Danial, ever the actor, stepped forward with a look of feigned concern. He held up the small, worn leather-bound book of sketches I always carried with me. It was filled with my private drawings, the last remaining piece of the artist I used to be.
"Farah, just apologize," he urged, his voice soft. "You know how much you love your sketchbook. Grandpa Carlson gave you this whip as a wedding gift, a symbol of authority in the family. If you don't accept the punishment, he might... destroy this."
The threat hung in the air, heavy and suffocating. That whip wasn't a gift; it was a tool of control. And the sketchbook... it held my last shred of self. Brandon knew that. He knew it was the only thing I had left that was truly mine. He had given me a choice: my dignity or my soul.
My shoulders slumped in defeat.
They dragged me to the ancestral hall, a cold, dark room filled with the portraits of dead Carlsons, their painted eyes watching me with silent judgment. They forced me to my knees on the hard stone floor.
The first lash of the whip cut through the air with a vicious whistle before it landed on my back. Pain, sharp and electric, shot through my entire body. It felt like my skin was being ripped apart. I bit down hard on my lip, refusing to scream, tasting my own blood.

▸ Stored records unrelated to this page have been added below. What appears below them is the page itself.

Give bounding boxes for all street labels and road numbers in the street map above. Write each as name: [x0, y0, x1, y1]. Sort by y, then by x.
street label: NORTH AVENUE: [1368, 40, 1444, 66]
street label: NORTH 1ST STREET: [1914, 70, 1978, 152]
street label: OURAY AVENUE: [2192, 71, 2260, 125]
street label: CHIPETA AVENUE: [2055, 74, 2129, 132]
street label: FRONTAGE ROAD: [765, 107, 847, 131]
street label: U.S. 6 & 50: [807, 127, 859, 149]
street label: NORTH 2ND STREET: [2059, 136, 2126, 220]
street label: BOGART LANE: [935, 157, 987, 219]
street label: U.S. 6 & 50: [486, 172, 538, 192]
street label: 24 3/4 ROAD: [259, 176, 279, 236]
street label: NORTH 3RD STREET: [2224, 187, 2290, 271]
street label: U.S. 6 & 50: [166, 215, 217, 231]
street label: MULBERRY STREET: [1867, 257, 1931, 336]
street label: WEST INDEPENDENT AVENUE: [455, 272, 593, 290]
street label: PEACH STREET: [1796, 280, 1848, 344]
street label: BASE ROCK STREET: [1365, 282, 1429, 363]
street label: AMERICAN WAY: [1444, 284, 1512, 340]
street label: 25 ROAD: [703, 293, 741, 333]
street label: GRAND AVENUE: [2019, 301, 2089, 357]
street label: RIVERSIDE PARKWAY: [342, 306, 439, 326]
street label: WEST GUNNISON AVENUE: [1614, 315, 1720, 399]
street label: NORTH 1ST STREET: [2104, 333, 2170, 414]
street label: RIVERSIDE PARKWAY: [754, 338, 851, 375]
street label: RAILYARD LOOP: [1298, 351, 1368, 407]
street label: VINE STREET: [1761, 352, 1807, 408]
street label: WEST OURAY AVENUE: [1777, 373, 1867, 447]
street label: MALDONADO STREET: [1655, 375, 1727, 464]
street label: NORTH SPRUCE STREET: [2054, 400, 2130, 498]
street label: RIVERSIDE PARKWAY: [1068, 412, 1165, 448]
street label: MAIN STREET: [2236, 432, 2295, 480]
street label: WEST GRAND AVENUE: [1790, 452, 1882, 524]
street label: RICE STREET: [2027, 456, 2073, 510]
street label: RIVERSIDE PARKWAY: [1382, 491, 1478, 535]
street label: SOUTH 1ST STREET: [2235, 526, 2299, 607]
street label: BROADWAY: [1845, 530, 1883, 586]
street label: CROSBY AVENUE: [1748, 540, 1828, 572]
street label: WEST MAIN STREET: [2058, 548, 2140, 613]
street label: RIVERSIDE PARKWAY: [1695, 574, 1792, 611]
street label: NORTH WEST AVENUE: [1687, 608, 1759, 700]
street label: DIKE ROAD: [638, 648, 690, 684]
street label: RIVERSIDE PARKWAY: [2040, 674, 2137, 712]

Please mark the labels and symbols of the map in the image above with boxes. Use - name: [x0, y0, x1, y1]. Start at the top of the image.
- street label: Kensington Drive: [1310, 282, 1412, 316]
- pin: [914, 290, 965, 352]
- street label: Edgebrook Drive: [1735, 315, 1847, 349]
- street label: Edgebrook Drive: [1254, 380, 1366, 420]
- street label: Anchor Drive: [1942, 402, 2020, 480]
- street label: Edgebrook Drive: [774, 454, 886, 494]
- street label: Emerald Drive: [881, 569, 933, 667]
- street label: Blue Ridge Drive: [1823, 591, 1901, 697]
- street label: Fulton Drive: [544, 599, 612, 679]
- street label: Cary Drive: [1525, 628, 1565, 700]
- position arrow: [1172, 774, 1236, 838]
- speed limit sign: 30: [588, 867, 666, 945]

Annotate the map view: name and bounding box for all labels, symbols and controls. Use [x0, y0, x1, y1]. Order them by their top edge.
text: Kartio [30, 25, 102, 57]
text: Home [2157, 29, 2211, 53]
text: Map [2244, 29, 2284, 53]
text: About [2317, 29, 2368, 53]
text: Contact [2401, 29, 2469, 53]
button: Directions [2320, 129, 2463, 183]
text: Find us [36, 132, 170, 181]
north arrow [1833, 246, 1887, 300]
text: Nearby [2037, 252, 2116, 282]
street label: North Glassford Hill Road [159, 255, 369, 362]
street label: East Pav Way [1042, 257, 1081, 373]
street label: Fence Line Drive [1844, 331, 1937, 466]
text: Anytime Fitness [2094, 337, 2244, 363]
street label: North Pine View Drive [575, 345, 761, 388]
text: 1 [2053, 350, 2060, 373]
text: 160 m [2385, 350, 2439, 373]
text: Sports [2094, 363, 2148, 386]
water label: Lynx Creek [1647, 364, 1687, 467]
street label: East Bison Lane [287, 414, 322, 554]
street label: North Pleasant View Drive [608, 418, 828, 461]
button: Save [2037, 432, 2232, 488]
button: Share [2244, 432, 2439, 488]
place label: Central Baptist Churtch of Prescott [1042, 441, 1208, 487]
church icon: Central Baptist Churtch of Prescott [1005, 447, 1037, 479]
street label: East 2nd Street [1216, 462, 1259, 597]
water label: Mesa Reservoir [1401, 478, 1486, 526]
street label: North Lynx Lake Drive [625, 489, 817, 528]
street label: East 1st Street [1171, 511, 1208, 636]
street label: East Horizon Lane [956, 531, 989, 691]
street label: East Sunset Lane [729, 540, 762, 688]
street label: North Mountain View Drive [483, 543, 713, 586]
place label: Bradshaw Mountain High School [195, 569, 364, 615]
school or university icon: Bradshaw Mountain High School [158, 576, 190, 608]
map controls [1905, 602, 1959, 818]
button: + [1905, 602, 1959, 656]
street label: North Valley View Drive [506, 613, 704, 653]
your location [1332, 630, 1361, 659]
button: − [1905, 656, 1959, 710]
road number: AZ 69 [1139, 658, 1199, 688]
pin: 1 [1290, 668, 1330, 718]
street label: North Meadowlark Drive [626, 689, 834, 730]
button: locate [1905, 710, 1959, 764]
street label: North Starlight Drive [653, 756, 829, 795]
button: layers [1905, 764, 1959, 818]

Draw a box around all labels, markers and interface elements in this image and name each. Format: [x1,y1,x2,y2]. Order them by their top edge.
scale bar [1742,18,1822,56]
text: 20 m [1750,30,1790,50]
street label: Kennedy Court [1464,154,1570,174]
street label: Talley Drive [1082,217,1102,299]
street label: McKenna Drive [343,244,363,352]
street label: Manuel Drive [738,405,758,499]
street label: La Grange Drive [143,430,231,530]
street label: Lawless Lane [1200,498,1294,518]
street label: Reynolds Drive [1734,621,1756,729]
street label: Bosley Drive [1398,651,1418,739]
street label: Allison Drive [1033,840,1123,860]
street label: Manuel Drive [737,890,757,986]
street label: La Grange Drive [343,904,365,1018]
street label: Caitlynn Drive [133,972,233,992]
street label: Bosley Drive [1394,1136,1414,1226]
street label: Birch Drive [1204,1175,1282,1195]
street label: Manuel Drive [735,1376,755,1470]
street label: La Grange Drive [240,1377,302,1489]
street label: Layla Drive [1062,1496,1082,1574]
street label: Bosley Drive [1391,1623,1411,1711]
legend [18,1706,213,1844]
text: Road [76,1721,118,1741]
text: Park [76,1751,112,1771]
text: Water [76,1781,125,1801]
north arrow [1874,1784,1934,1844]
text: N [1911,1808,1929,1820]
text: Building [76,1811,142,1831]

Another lash. And another. The pain was immense, a searing fire that consumed me. My thin dress offered no protection. Each blow landed with brutal force, tearing through fabric and flesh.
After ten lashes, the man stopped. Brandon stepped forward, his face an unreadable mask.
"Do you admit your mistake now?" he asked, his voice as cold as the stone beneath my knees.
I lifted my head, my body trembling, my back a canvas of agony. I met his gaze, my own eyes burning with defiance.
"I did nothing wrong," I rasped.
His jaw tightened. "Continue," he ordered the man with the whip.
The lashing resumed, more ferocious than before. The pain was unbearable. An old back injury from my fall down the stairs flared up, a deep, agonizing ache that joined the fresh torment of the whip. I couldn't take it anymore.
"Please," I begged, the word torn from my throat. "Stop... please, stop."
But Brandon didn't even look at me. He was already turning away, gently guiding Caryl, who was still artfully sobbing, out of the hall.
"Let's go, Caryl," he said softly, his voice a stark contrast to the violence he had just commanded. "I'll take you back to your room."
He had proposed to me in this very mansion. He had gotten down on one knee and promised to protect me, to cherish me, to be my shield against the world. He had promised me a lifetime of love.
As he walked away, leaving me bleeding on the floor, his promises echoed in my mind, a cruel, mocking chorus.
The world dissolved into a vortex of pain. The last thing I saw before I lost consciousness was his retreating back, a silhouette of ultimate betrayal.